▸ **Your objective**: The entries follow. Copy every line in which "button" appears.
** Opening Task material block **
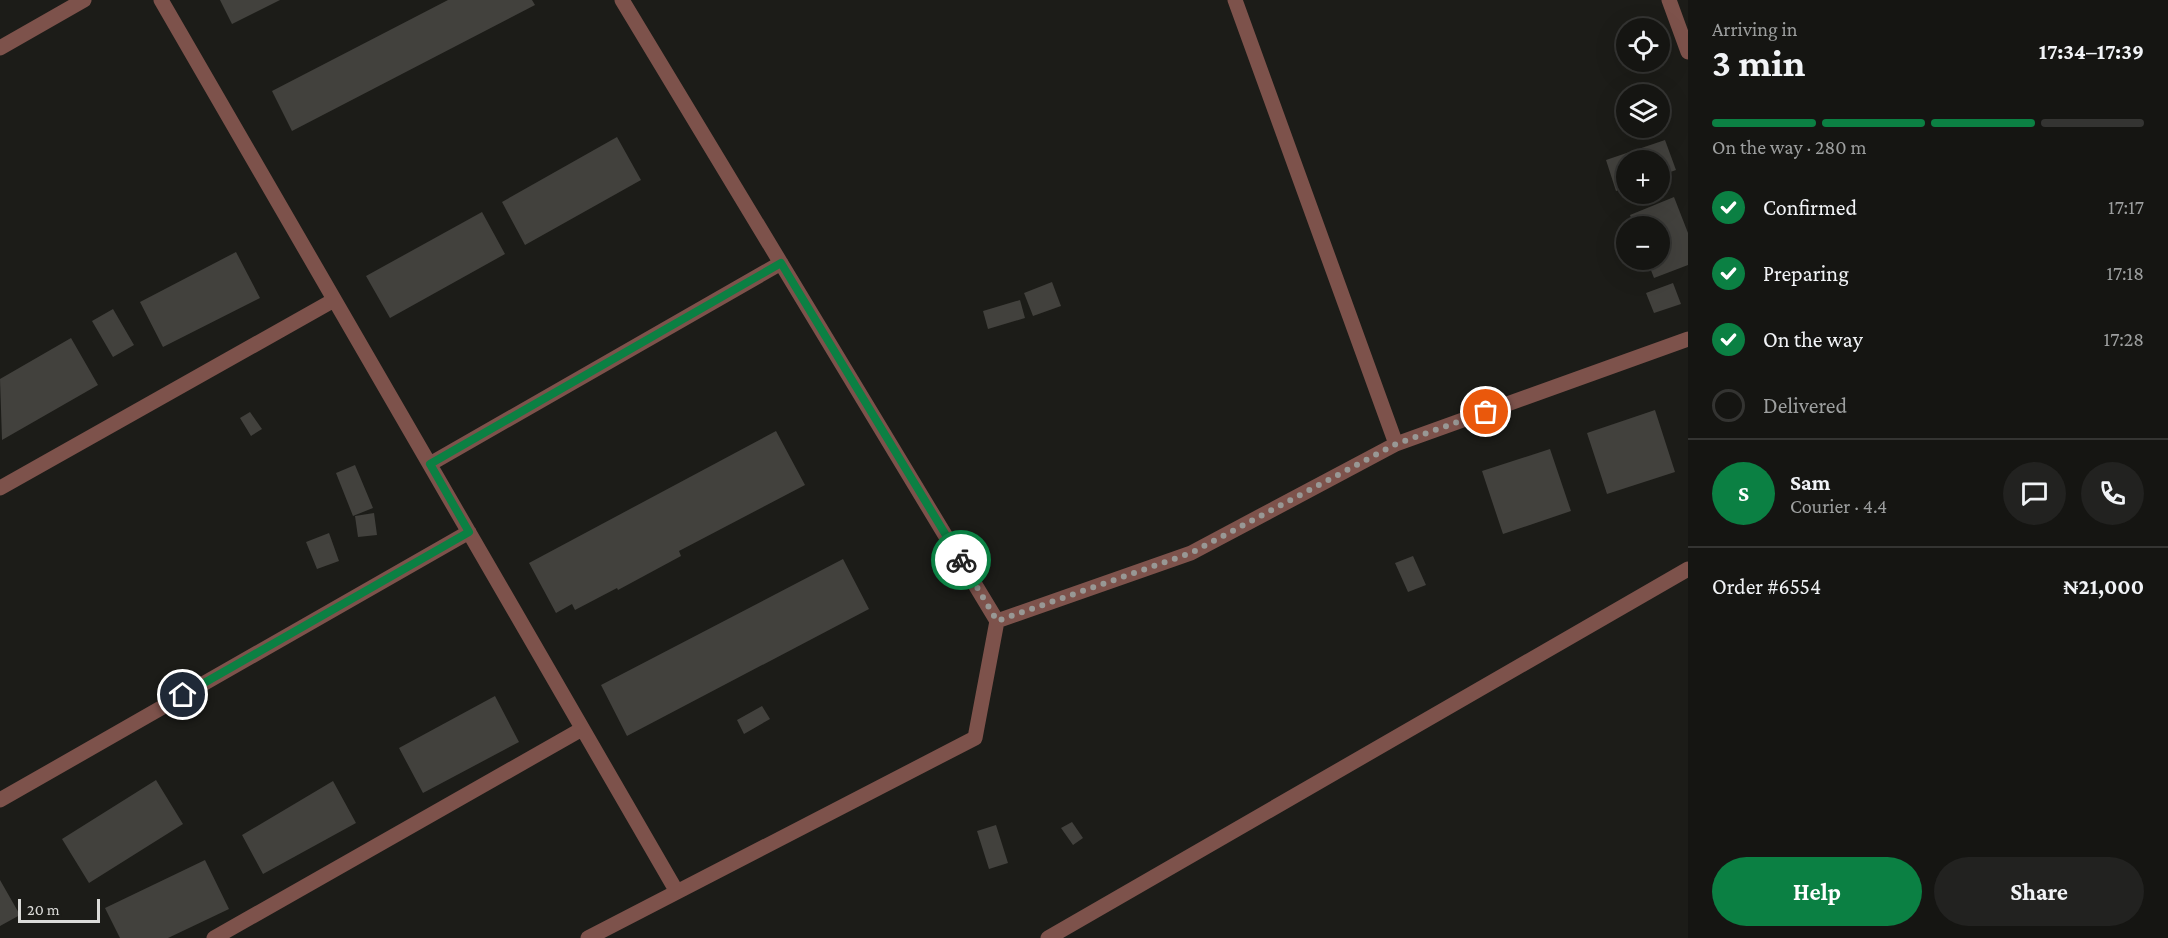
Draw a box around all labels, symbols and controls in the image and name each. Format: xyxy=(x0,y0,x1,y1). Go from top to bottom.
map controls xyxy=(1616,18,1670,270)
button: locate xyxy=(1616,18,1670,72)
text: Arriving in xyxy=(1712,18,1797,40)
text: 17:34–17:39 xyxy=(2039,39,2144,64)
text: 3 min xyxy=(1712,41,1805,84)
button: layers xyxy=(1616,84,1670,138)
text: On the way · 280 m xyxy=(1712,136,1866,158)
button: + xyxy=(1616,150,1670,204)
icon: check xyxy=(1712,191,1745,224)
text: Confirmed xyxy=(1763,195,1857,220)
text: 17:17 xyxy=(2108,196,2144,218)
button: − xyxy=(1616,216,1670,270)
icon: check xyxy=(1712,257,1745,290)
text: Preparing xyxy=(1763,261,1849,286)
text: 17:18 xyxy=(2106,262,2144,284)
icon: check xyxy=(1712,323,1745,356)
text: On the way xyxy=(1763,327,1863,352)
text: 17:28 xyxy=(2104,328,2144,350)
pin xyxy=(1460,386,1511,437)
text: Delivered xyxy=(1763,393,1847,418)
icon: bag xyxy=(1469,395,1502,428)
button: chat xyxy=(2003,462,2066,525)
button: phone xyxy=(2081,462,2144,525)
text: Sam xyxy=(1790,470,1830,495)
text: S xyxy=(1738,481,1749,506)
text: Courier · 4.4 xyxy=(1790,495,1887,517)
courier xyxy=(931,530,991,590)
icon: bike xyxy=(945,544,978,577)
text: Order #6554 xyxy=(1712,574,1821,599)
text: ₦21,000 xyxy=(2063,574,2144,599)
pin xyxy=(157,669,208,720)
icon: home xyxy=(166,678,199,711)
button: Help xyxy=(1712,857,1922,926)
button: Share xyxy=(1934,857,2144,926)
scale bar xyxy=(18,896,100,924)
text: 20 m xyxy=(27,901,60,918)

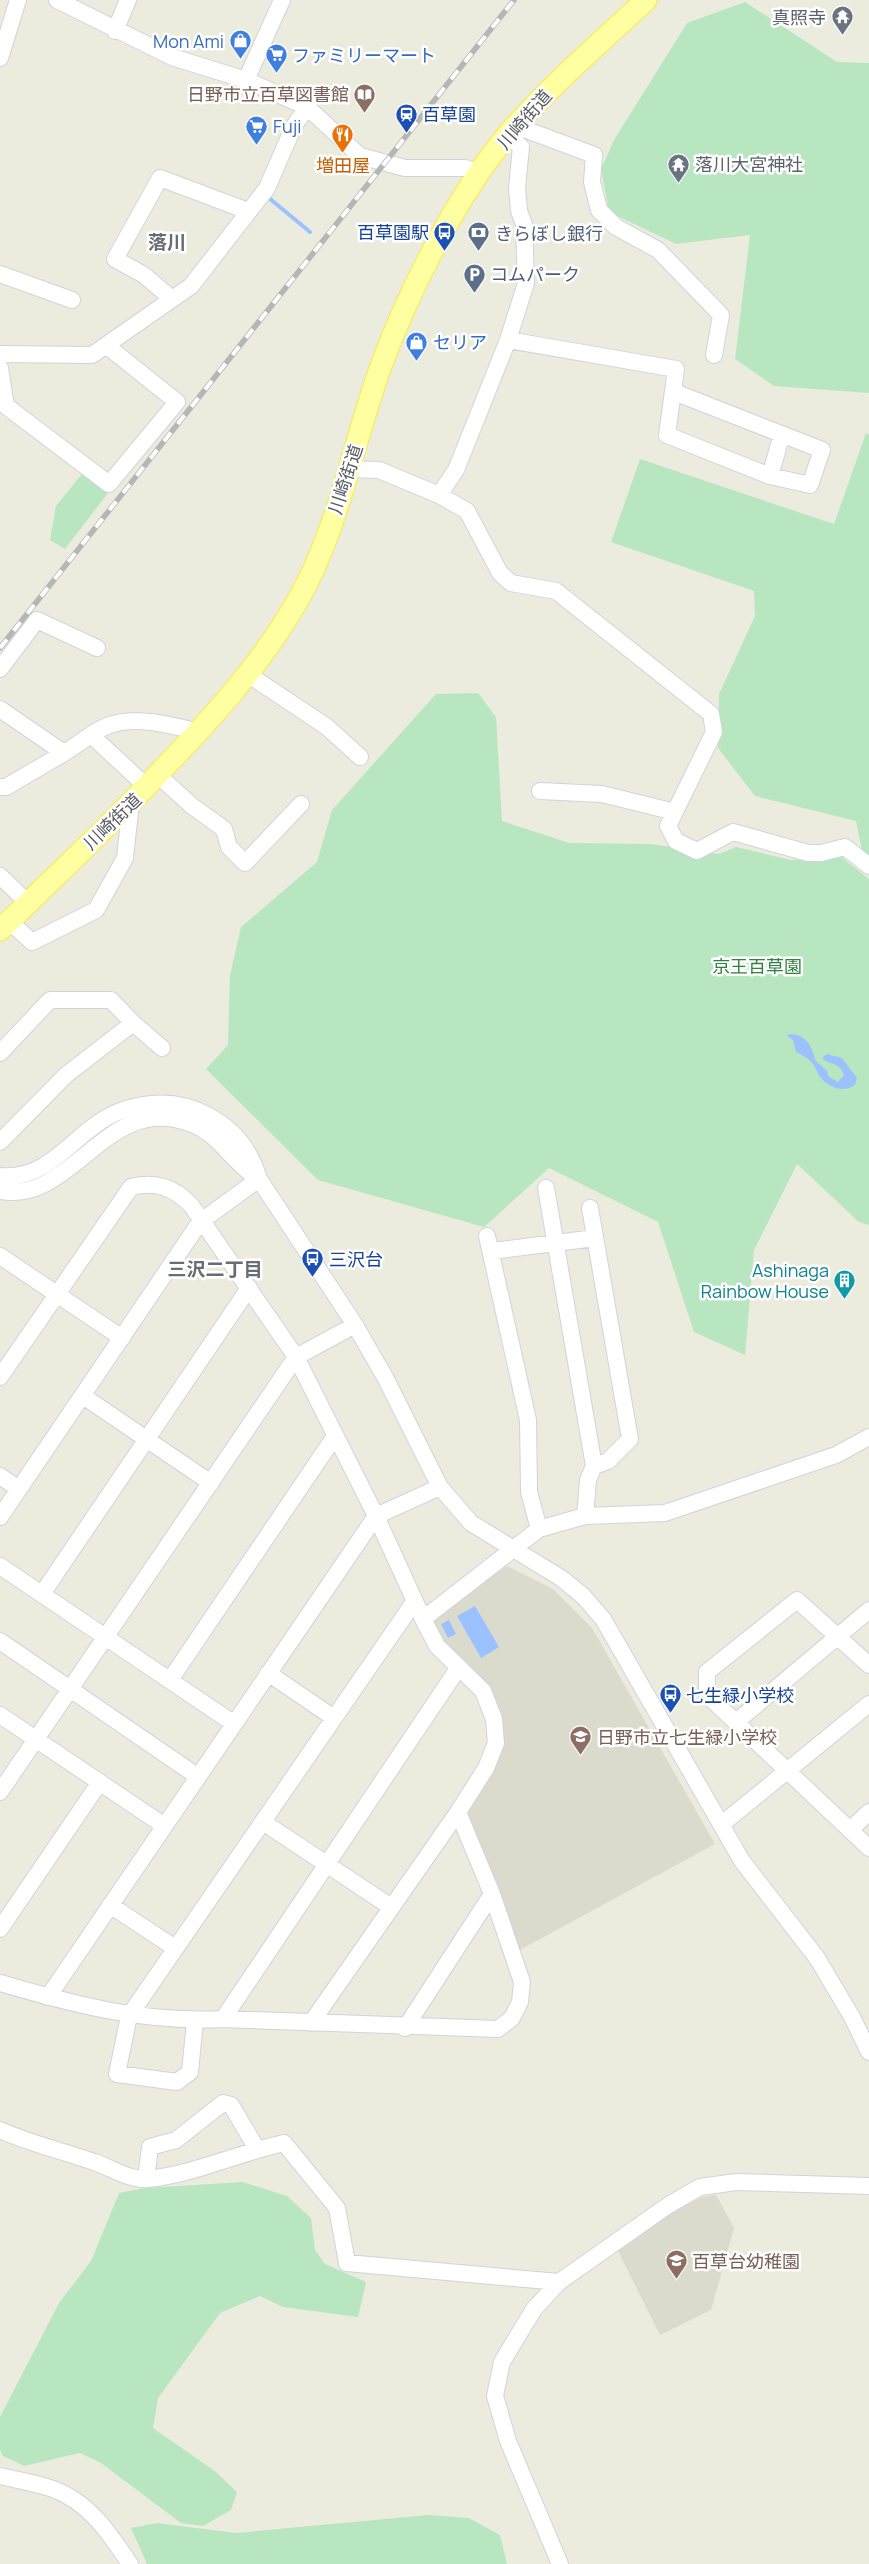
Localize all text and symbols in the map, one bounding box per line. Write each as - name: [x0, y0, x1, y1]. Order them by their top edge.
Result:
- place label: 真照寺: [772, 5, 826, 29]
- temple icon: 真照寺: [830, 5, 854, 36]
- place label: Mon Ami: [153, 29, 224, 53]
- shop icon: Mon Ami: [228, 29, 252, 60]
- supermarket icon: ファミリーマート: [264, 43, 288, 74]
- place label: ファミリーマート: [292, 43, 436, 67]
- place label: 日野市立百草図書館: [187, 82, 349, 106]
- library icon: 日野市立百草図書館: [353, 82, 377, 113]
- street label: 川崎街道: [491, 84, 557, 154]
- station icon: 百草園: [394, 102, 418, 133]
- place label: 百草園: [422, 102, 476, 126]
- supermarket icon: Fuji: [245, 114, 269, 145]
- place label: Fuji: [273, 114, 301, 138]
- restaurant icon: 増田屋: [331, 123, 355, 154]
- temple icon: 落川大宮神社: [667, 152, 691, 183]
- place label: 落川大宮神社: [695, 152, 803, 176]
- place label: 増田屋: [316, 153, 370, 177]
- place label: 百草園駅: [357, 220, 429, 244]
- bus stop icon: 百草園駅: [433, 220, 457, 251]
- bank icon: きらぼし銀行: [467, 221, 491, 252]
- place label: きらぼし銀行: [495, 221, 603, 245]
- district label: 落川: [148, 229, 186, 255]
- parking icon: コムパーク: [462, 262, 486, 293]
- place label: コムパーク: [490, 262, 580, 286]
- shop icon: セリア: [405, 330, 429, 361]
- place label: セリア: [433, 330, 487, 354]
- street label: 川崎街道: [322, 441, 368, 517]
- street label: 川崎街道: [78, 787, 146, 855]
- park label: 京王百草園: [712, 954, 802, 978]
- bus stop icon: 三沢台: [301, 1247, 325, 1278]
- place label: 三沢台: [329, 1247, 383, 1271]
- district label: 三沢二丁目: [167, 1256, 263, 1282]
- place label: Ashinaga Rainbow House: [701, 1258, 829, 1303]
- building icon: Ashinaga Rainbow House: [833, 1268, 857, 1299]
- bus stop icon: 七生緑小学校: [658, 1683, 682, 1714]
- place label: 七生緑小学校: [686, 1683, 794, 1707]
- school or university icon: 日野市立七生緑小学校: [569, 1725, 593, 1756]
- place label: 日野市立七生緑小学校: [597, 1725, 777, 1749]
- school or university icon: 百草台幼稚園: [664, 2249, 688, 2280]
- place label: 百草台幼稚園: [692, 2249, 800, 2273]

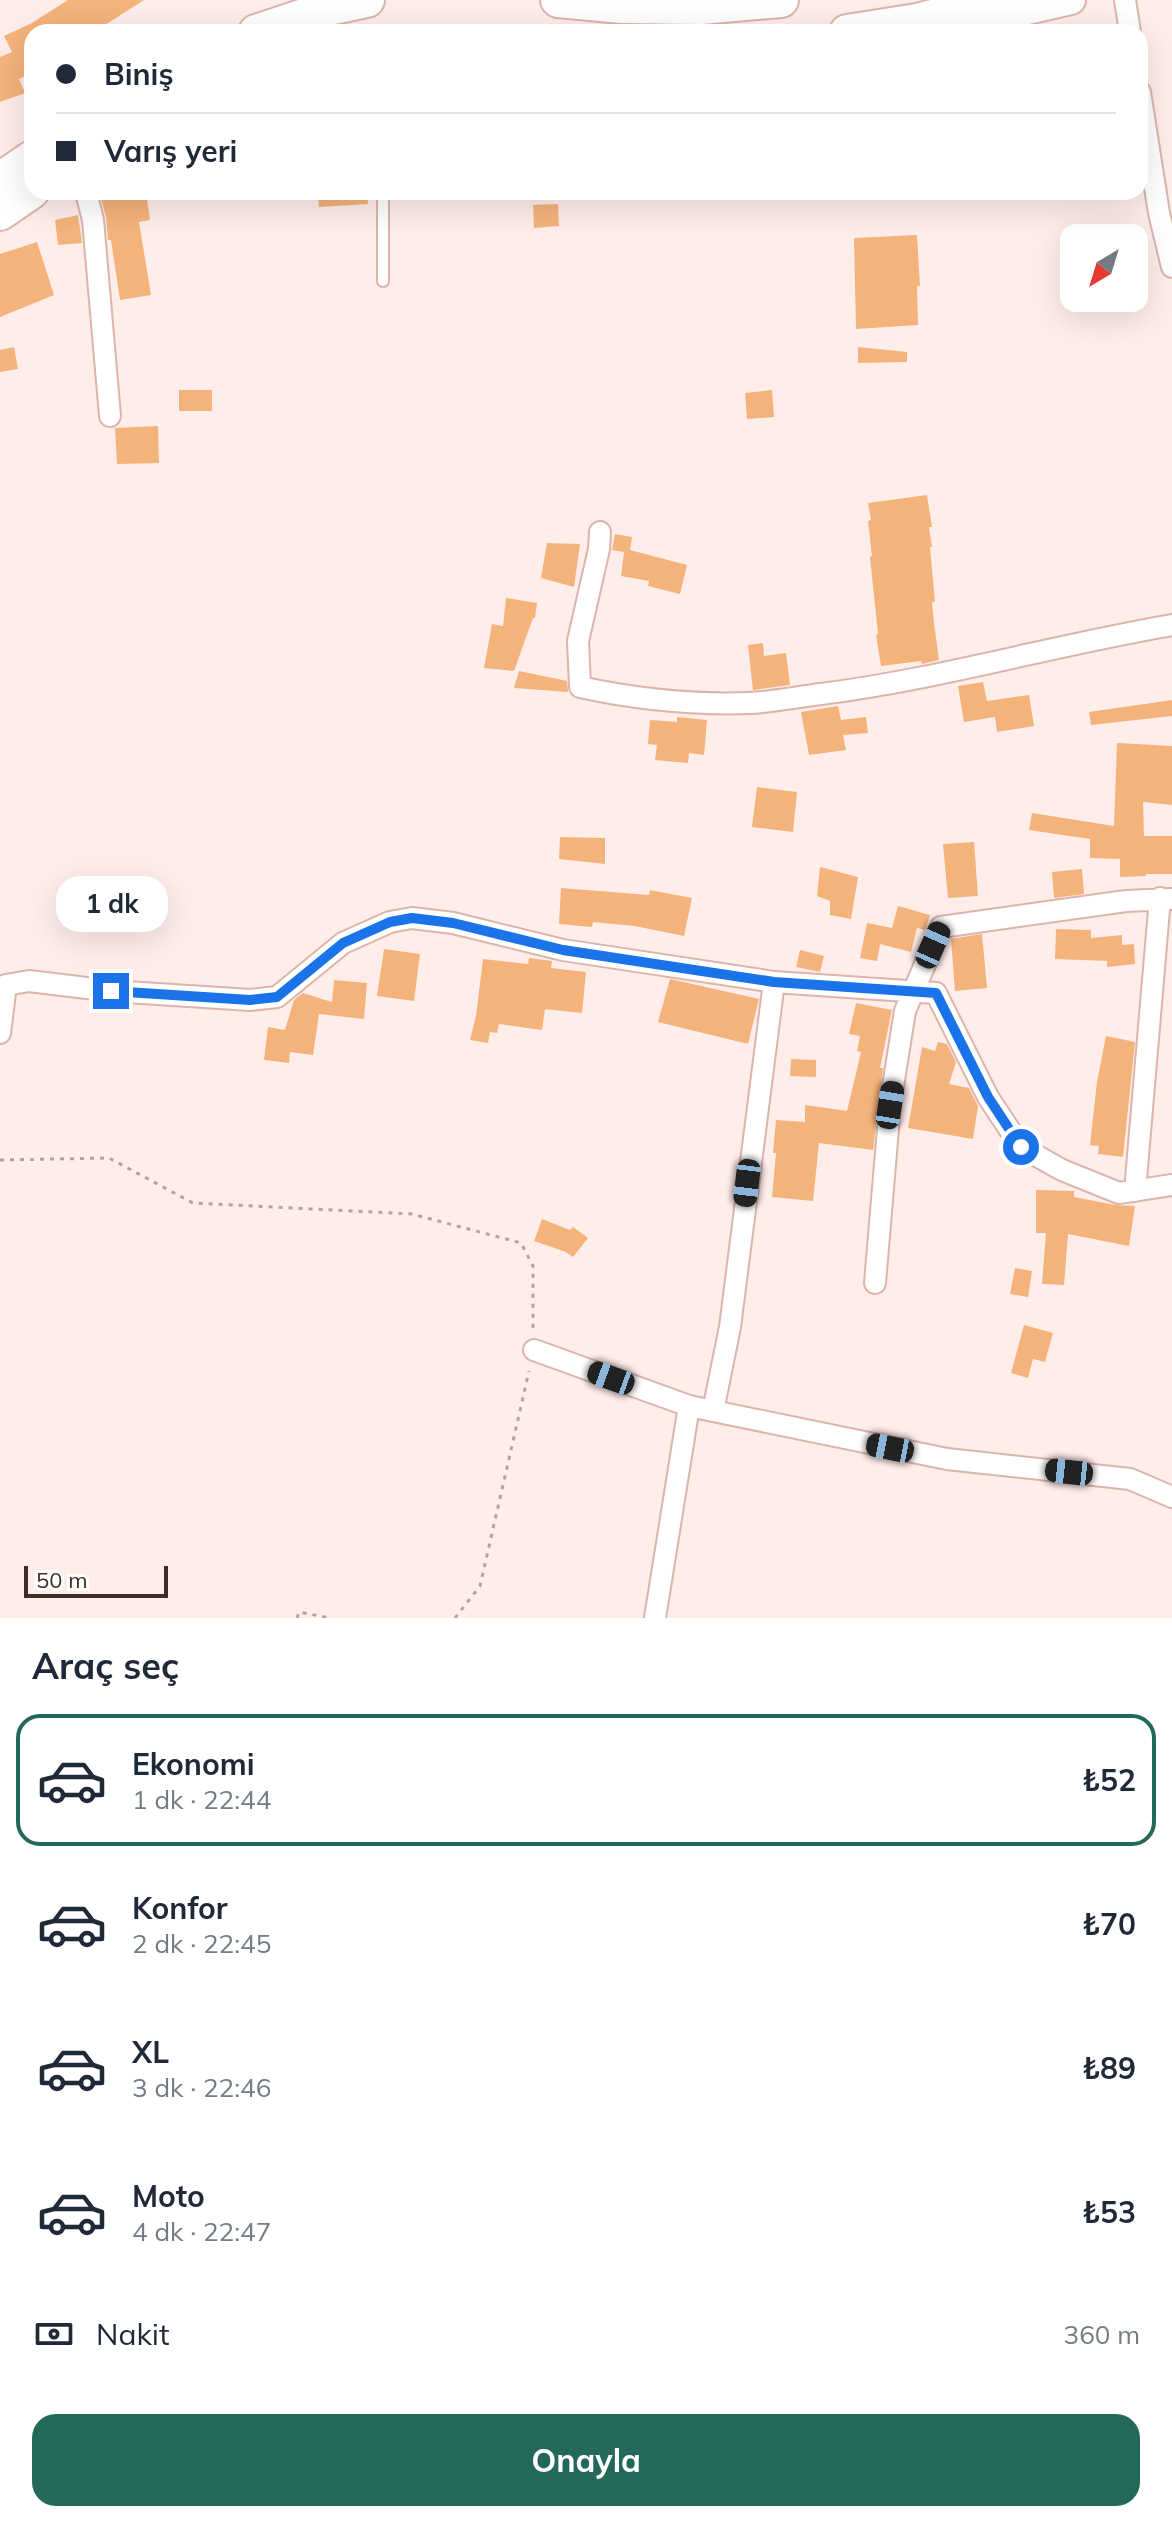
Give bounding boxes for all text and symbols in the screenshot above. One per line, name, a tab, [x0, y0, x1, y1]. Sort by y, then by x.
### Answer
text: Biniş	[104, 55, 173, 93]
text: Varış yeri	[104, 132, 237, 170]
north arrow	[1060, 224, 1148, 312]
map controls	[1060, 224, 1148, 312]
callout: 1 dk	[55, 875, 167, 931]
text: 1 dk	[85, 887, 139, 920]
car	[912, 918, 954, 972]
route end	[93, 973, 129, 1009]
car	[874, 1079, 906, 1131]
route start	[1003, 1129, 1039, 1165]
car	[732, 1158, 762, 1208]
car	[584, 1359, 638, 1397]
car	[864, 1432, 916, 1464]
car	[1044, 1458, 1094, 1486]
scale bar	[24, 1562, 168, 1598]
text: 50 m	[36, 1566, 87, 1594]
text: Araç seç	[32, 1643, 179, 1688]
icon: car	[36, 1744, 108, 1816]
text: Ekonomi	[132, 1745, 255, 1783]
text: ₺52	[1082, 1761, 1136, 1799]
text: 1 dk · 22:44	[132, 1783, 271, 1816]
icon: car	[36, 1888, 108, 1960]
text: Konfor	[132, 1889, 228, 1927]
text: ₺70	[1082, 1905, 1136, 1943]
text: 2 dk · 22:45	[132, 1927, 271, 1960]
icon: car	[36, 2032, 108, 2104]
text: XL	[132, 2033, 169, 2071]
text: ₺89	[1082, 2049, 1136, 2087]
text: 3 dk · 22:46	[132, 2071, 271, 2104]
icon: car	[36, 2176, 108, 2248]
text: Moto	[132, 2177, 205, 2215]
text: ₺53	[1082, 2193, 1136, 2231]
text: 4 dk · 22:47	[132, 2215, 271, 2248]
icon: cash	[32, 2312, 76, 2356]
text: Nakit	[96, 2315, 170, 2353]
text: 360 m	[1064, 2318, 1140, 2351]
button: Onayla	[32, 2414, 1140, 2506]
** Closing Task material block **
▸ **Answer section**:
button: locate xyxy=(1616,18,1670,72)
button: layers xyxy=(1616,84,1670,138)
button: + xyxy=(1616,150,1670,204)
button: − xyxy=(1616,216,1670,270)
button: chat xyxy=(2003,462,2066,525)
button: phone xyxy=(2081,462,2144,525)
button: Help xyxy=(1712,857,1922,926)
button: Share xyxy=(1934,857,2144,926)
button: Onayla	[32, 2414, 1140, 2506]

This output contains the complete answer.